Series 14 | Part 2: Illegal Immigrants Are Not Judged By a Jury of Their Peers

Given that there are no details on punishment for illegal immigration, I feel it’s necessary to discuss it further. Here’s why I can’t necessarily support deportation after two years. Do they have some place to return to?

I mean, it’s not really our business, and it’s debatable whether the Constitution protects them since the only reason it could is because they’re on U.S. soil and afforded rights of those on U.S. soil but stepped foot on U.S. soil illegally and of their own volition unless as a dependent and with the person that takes care of them, but still we should check to see whether we’re sending them to a place that is going to be bad for them.

We need to assess the appropriate punishment for illegal immigration, and I don’t think we’ve done that. For every crime, there’s extensive study on how many years someone should get in jail, for murder, for robbery, and other crimes, or probation as well as the manner in which the crime was committed, the defendant’s intent, etc.
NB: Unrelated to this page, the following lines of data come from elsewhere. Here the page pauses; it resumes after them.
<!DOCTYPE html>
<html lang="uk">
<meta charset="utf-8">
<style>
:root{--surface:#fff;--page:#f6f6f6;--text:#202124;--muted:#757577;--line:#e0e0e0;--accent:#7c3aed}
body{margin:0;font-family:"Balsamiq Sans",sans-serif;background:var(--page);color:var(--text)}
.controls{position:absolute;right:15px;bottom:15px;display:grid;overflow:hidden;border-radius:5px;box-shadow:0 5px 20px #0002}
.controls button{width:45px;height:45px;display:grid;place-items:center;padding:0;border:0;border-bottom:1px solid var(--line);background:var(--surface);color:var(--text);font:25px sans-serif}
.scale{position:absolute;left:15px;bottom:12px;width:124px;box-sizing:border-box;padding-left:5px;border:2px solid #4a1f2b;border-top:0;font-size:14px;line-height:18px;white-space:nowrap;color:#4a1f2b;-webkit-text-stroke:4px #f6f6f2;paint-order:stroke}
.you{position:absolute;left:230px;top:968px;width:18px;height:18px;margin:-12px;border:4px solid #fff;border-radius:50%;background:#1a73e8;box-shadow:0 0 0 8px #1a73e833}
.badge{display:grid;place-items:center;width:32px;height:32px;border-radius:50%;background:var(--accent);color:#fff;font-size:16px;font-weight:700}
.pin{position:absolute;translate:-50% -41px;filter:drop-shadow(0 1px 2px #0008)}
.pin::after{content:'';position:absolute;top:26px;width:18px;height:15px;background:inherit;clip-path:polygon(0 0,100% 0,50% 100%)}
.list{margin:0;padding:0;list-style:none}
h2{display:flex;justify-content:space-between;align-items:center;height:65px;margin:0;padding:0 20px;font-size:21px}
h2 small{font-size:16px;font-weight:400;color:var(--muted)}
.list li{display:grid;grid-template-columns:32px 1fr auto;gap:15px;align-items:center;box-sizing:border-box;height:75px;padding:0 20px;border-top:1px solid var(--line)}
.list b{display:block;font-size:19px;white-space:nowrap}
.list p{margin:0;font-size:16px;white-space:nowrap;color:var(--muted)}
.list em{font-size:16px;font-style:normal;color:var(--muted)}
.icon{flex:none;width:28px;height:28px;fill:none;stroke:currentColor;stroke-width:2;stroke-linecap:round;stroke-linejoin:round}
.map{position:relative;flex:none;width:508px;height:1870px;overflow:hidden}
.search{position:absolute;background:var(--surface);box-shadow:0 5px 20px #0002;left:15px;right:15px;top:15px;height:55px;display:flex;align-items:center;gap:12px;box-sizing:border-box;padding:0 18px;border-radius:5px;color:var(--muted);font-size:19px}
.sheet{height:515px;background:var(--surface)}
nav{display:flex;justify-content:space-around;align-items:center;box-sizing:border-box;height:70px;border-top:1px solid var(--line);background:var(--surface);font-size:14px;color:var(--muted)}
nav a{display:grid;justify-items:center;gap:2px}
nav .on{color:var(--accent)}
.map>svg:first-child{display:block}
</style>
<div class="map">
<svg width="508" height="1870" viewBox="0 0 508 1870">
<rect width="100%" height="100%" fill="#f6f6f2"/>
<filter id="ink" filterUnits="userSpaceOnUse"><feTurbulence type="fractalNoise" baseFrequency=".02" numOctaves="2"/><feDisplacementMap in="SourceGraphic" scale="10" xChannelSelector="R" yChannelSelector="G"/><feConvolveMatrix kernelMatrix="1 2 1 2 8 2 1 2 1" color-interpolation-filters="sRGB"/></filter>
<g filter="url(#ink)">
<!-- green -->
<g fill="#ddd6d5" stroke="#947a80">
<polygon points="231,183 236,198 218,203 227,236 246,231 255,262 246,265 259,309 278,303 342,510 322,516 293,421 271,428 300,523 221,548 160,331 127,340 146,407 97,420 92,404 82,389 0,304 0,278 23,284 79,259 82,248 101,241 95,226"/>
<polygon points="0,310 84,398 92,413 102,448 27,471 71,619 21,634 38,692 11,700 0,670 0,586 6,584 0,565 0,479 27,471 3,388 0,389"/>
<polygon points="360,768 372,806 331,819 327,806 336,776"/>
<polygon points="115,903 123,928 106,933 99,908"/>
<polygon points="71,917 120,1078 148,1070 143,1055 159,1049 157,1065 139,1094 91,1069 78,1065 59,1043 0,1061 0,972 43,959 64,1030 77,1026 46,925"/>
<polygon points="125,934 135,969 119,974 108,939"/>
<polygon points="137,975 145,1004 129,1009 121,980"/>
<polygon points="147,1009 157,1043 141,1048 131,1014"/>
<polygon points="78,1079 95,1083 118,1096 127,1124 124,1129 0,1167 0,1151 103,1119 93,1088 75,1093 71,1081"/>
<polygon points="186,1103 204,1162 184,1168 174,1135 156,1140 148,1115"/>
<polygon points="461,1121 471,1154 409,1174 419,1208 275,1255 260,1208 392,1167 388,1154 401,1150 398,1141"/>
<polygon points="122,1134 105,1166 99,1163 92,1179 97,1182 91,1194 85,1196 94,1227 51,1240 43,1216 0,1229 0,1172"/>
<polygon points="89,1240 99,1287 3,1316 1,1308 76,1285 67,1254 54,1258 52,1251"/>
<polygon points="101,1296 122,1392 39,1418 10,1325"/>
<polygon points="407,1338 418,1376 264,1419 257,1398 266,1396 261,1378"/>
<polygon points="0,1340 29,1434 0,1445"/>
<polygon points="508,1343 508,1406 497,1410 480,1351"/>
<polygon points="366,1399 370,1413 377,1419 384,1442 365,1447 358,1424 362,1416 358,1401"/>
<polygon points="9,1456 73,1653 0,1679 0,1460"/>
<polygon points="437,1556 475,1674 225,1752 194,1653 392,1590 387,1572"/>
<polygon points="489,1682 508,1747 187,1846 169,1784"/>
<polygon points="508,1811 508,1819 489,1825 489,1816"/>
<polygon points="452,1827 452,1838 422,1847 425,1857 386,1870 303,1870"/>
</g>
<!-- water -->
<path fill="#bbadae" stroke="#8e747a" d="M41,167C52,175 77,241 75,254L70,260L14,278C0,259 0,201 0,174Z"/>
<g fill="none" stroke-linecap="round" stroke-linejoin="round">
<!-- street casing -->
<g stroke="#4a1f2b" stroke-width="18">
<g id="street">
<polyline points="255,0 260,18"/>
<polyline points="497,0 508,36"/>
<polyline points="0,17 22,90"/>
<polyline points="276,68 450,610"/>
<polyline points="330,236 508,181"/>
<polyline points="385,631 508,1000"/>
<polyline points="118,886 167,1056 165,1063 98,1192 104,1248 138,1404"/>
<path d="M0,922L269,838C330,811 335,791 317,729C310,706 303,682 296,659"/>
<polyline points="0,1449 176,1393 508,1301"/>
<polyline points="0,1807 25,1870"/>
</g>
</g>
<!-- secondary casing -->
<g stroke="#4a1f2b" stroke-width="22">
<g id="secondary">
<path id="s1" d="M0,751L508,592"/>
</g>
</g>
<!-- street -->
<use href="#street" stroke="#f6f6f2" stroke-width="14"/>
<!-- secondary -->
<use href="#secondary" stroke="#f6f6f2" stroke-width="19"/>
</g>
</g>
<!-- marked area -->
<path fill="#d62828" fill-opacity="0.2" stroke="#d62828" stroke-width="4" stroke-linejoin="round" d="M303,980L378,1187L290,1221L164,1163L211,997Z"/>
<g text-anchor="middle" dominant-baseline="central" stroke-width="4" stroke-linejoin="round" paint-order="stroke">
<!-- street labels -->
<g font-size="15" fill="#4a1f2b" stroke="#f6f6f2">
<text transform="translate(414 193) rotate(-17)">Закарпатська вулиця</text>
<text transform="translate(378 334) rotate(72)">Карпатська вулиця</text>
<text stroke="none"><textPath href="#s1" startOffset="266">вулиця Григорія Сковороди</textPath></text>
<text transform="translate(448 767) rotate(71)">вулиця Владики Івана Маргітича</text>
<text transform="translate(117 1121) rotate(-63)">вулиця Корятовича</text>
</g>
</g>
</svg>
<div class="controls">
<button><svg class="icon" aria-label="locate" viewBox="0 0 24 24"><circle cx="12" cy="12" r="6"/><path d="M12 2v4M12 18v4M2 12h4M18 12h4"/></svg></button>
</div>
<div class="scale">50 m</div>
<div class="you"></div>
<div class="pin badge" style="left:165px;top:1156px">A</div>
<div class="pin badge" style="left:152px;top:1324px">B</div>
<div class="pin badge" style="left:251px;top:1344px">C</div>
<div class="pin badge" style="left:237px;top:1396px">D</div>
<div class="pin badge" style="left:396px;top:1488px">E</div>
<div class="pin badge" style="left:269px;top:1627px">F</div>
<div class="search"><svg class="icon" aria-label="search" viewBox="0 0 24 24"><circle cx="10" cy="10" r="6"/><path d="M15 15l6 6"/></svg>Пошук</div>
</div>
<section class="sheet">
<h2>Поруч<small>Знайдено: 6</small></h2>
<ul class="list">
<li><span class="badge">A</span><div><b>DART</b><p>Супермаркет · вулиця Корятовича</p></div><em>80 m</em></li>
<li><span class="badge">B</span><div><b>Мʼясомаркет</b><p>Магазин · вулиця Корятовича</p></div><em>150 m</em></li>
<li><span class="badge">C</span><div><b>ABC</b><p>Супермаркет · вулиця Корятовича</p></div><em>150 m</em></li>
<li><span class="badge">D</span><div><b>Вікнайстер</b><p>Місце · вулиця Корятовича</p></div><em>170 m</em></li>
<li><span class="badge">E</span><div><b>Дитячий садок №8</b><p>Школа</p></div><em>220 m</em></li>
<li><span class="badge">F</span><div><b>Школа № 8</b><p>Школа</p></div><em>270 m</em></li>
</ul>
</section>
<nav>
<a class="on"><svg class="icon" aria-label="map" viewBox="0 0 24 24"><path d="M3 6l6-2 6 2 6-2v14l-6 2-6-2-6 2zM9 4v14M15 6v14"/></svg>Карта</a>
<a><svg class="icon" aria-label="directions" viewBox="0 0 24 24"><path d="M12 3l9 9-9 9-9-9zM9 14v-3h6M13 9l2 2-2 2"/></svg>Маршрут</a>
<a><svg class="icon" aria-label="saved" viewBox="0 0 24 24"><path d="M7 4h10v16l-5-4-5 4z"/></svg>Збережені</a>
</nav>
There are studies in law schools across this country and several countries that debate topics of intent, premeditation, mental state, severity of the crime, and other issues and probation, time served, minimum security versus maximum security, level of remorse, how one pleads, etc.

However, there seems to be none of that when assessing punishment for illegal immigration.

You can’t claim someone should be tried in your courts because the crime happened here and also claim the defendant doesn’t get the rights afforded by the Constitution.